Task details:
Write out each record below, word for word.

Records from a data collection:
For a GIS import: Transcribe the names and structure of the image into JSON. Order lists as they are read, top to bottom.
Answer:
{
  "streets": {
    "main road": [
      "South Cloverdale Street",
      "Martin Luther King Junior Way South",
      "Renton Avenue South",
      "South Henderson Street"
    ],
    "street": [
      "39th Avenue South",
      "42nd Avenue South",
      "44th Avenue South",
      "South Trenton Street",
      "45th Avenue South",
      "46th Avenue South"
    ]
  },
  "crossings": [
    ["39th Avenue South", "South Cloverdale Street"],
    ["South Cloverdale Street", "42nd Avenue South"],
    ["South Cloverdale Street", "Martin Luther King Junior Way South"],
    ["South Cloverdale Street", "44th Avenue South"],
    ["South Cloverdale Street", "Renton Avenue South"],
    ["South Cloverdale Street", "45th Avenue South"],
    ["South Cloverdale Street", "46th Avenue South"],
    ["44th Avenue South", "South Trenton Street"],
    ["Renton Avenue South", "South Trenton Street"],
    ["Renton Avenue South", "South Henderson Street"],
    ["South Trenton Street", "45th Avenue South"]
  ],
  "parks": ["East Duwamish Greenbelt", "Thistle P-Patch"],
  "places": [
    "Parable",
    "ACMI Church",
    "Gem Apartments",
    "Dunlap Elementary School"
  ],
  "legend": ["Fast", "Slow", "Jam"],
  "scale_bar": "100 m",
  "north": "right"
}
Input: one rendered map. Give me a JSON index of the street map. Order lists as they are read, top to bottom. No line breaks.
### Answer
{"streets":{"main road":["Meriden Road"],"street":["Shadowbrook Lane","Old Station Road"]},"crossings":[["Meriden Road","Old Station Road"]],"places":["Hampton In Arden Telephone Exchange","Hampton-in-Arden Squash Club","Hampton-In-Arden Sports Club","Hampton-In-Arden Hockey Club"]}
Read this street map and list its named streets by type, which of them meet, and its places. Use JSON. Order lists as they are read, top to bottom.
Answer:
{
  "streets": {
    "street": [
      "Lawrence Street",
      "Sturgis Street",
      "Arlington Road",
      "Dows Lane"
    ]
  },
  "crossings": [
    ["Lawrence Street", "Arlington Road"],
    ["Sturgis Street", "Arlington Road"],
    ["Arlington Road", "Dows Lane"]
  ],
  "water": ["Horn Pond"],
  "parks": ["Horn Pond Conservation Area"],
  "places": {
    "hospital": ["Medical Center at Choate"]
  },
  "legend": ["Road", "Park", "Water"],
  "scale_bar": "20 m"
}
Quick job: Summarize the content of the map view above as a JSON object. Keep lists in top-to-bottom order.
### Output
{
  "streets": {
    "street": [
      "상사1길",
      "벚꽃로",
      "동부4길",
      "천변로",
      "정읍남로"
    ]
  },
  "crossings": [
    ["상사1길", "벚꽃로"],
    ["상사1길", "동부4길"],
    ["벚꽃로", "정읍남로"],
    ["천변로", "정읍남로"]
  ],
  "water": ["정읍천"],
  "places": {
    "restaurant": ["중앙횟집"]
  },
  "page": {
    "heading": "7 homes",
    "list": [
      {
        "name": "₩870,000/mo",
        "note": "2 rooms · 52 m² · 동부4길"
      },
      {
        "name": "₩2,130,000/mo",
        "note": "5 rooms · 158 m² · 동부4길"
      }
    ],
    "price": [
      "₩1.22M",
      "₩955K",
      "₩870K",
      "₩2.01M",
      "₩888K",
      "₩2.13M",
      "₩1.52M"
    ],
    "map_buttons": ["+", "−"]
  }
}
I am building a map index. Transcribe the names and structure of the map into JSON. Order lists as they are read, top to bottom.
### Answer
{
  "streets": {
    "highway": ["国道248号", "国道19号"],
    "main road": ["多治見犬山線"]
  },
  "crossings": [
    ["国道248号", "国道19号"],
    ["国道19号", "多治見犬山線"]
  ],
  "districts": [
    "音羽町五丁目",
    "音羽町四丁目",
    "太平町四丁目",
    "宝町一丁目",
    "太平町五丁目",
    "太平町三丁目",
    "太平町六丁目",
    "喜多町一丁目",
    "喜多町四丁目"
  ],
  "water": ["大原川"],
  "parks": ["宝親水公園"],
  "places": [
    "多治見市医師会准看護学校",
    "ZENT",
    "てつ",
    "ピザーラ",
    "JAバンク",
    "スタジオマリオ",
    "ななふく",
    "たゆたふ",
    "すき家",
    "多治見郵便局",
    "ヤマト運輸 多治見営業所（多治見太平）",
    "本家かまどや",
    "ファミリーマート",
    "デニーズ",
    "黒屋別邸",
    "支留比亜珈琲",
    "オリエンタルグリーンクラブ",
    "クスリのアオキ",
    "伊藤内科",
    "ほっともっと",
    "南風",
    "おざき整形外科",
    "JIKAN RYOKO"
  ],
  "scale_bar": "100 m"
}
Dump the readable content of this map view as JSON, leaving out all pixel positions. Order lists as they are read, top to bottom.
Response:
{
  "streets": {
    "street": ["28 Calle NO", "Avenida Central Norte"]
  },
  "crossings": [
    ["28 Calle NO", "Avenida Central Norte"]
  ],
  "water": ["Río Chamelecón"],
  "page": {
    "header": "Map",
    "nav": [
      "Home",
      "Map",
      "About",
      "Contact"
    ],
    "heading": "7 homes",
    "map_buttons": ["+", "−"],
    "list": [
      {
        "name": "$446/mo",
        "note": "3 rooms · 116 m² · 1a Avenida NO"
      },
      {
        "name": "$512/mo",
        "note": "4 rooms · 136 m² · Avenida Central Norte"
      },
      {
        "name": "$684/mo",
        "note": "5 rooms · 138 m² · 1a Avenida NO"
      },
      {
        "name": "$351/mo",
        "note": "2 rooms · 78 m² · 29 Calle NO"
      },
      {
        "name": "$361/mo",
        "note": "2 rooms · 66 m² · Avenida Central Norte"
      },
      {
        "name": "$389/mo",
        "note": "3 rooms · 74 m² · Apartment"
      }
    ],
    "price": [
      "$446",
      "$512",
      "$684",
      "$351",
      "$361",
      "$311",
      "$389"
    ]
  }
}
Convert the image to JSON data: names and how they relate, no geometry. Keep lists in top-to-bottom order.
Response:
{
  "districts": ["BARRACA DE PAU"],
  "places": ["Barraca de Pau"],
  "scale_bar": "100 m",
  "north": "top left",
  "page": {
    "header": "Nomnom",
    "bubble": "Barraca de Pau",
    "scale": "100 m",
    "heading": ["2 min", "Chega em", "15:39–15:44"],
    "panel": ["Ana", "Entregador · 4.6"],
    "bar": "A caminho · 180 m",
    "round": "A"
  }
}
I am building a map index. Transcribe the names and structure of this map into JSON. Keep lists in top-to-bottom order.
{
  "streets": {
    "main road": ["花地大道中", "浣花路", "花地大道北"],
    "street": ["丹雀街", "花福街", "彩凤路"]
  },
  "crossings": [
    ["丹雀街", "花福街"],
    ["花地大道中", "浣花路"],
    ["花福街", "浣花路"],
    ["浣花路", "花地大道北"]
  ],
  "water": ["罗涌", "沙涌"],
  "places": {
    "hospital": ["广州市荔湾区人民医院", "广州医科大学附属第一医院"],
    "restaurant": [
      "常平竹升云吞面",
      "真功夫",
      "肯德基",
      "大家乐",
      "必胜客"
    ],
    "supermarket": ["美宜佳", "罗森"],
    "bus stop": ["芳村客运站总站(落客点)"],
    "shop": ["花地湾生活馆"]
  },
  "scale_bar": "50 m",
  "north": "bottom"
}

Exercise result:
For a GIS import: Transcribe the names and structure of the image into JSON. Order lists as they are read, top to bottom.
Answer:
{
  "streets": {
    "main road": [
      "South Cloverdale Street",
      "Martin Luther King Junior Way South",
      "Renton Avenue South",
      "South Henderson Street"
    ],
    "street": [
      "39th Avenue South",
      "42nd Avenue South",
      "44th Avenue South",
      "South Trenton Street",
      "45th Avenue South",
      "46th Avenue South"
    ]
  },
  "crossings": [
    ["39th Avenue South", "South Cloverdale Street"],
    ["South Cloverdale Street", "42nd Avenue South"],
    ["South Cloverdale Street", "Martin Luther King Junior Way South"],
    ["South Cloverdale Street", "44th Avenue South"],
    ["South Cloverdale Street", "Renton Avenue South"],
    ["South Cloverdale Street", "45th Avenue South"],
    ["South Cloverdale Street", "46th Avenue South"],
    ["44th Avenue South", "South Trenton Street"],
    ["Renton Avenue South", "South Trenton Street"],
    ["Renton Avenue South", "South Henderson Street"],
    ["South Trenton Street", "45th Avenue South"]
  ],
  "parks": ["East Duwamish Greenbelt", "Thistle P-Patch"],
  "places": [
    "Parable",
    "ACMI Church",
    "Gem Apartments",
    "Dunlap Elementary School"
  ],
  "legend": ["Fast", "Slow", "Jam"],
  "scale_bar": "100 m",
  "north": "right"
}
Input: one rendered map. Give me a JSON index of the street map. Order lists as they are read, top to bottom. No line breaks.
### Answer
{"streets":{"main road":["Meriden Road"],"street":["Shadowbrook Lane","Old Station Road"]},"crossings":[["Meriden Road","Old Station Road"]],"places":["Hampton In Arden Telephone Exchange","Hampton-in-Arden Squash Club","Hampton-In-Arden Sports Club","Hampton-In-Arden Hockey Club"]}
Read this street map and list its named streets by type, which of them meet, and its places. Use JSON. Order lists as they are read, top to bottom.
Answer:
{
  "streets": {
    "street": [
      "Lawrence Street",
      "Sturgis Street",
      "Arlington Road",
      "Dows Lane"
    ]
  },
  "crossings": [
    ["Lawrence Street", "Arlington Road"],
    ["Sturgis Street", "Arlington Road"],
    ["Arlington Road", "Dows Lane"]
  ],
  "water": ["Horn Pond"],
  "parks": ["Horn Pond Conservation Area"],
  "places": {
    "hospital": ["Medical Center at Choate"]
  },
  "legend": ["Road", "Park", "Water"],
  "scale_bar": "20 m"
}
Quick job: Summarize the content of the map view above as a JSON object. Keep lists in top-to-bottom order.
### Output
{
  "streets": {
    "street": [
      "상사1길",
      "벚꽃로",
      "동부4길",
      "천변로",
      "정읍남로"
    ]
  },
  "crossings": [
    ["상사1길", "벚꽃로"],
    ["상사1길", "동부4길"],
    ["벚꽃로", "정읍남로"],
    ["천변로", "정읍남로"]
  ],
  "water": ["정읍천"],
  "places": {
    "restaurant": ["중앙횟집"]
  },
  "page": {
    "heading": "7 homes",
    "list": [
      {
        "name": "₩870,000/mo",
        "note": "2 rooms · 52 m² · 동부4길"
      },
      {
        "name": "₩2,130,000/mo",
        "note": "5 rooms · 158 m² · 동부4길"
      }
    ],
    "price": [
      "₩1.22M",
      "₩955K",
      "₩870K",
      "₩2.01M",
      "₩888K",
      "₩2.13M",
      "₩1.52M"
    ],
    "map_buttons": ["+", "−"]
  }
}
I am building a map index. Transcribe the names and structure of the map into JSON. Order lists as they are read, top to bottom.
### Answer
{
  "streets": {
    "highway": ["国道248号", "国道19号"],
    "main road": ["多治見犬山線"]
  },
  "crossings": [
    ["国道248号", "国道19号"],
    ["国道19号", "多治見犬山線"]
  ],
  "districts": [
    "音羽町五丁目",
    "音羽町四丁目",
    "太平町四丁目",
    "宝町一丁目",
    "太平町五丁目",
    "太平町三丁目",
    "太平町六丁目",
    "喜多町一丁目",
    "喜多町四丁目"
  ],
  "water": ["大原川"],
  "parks": ["宝親水公園"],
  "places": [
    "多治見市医師会准看護学校",
    "ZENT",
    "てつ",
    "ピザーラ",
    "JAバンク",
    "スタジオマリオ",
    "ななふく",
    "たゆたふ",
    "すき家",
    "多治見郵便局",
    "ヤマト運輸 多治見営業所（多治見太平）",
    "本家かまどや",
    "ファミリーマート",
    "デニーズ",
    "黒屋別邸",
    "支留比亜珈琲",
    "オリエンタルグリーンクラブ",
    "クスリのアオキ",
    "伊藤内科",
    "ほっともっと",
    "南風",
    "おざき整形外科",
    "JIKAN RYOKO"
  ],
  "scale_bar": "100 m"
}
Dump the readable content of this map view as JSON, leaving out all pixel positions. Order lists as they are read, top to bottom.
Response:
{
  "streets": {
    "street": ["28 Calle NO", "Avenida Central Norte"]
  },
  "crossings": [
    ["28 Calle NO", "Avenida Central Norte"]
  ],
  "water": ["Río Chamelecón"],
  "page": {
    "header": "Map",
    "nav": [
      "Home",
      "Map",
      "About",
      "Contact"
    ],
    "heading": "7 homes",
    "map_buttons": ["+", "−"],
    "list": [
      {
        "name": "$446/mo",
        "note": "3 rooms · 116 m² · 1a Avenida NO"
      },
      {
        "name": "$512/mo",
        "note": "4 rooms · 136 m² · Avenida Central Norte"
      },
      {
        "name": "$684/mo",
        "note": "5 rooms · 138 m² · 1a Avenida NO"
      },
      {
        "name": "$351/mo",
        "note": "2 rooms · 78 m² · 29 Calle NO"
      },
      {
        "name": "$361/mo",
        "note": "2 rooms · 66 m² · Avenida Central Norte"
      },
      {
        "name": "$389/mo",
        "note": "3 rooms · 74 m² · Apartment"
      }
    ],
    "price": [
      "$446",
      "$512",
      "$684",
      "$351",
      "$361",
      "$311",
      "$389"
    ]
  }
}
Convert the image to JSON data: names and how they relate, no geometry. Keep lists in top-to-bottom order.
Response:
{
  "districts": ["BARRACA DE PAU"],
  "places": ["Barraca de Pau"],
  "scale_bar": "100 m",
  "north": "top left",
  "page": {
    "header": "Nomnom",
    "bubble": "Barraca de Pau",
    "scale": "100 m",
    "heading": ["2 min", "Chega em", "15:39–15:44"],
    "panel": ["Ana", "Entregador · 4.6"],
    "bar": "A caminho · 180 m",
    "round": "A"
  }
}
I am building a map index. Transcribe the names and structure of this map into JSON. Keep lists in top-to-bottom order.
{
  "streets": {
    "main road": ["花地大道中", "浣花路", "花地大道北"],
    "street": ["丹雀街", "花福街", "彩凤路"]
  },
  "crossings": [
    ["丹雀街", "花福街"],
    ["花地大道中", "浣花路"],
    ["花福街", "浣花路"],
    ["浣花路", "花地大道北"]
  ],
  "water": ["罗涌", "沙涌"],
  "places": {
    "hospital": ["广州市荔湾区人民医院", "广州医科大学附属第一医院"],
    "restaurant": [
      "常平竹升云吞面",
      "真功夫",
      "肯德基",
      "大家乐",
      "必胜客"
    ],
    "supermarket": ["美宜佳", "罗森"],
    "bus stop": ["芳村客运站总站(落客点)"],
    "shop": ["花地湾生活馆"]
  },
  "scale_bar": "50 m",
  "north": "bottom"
}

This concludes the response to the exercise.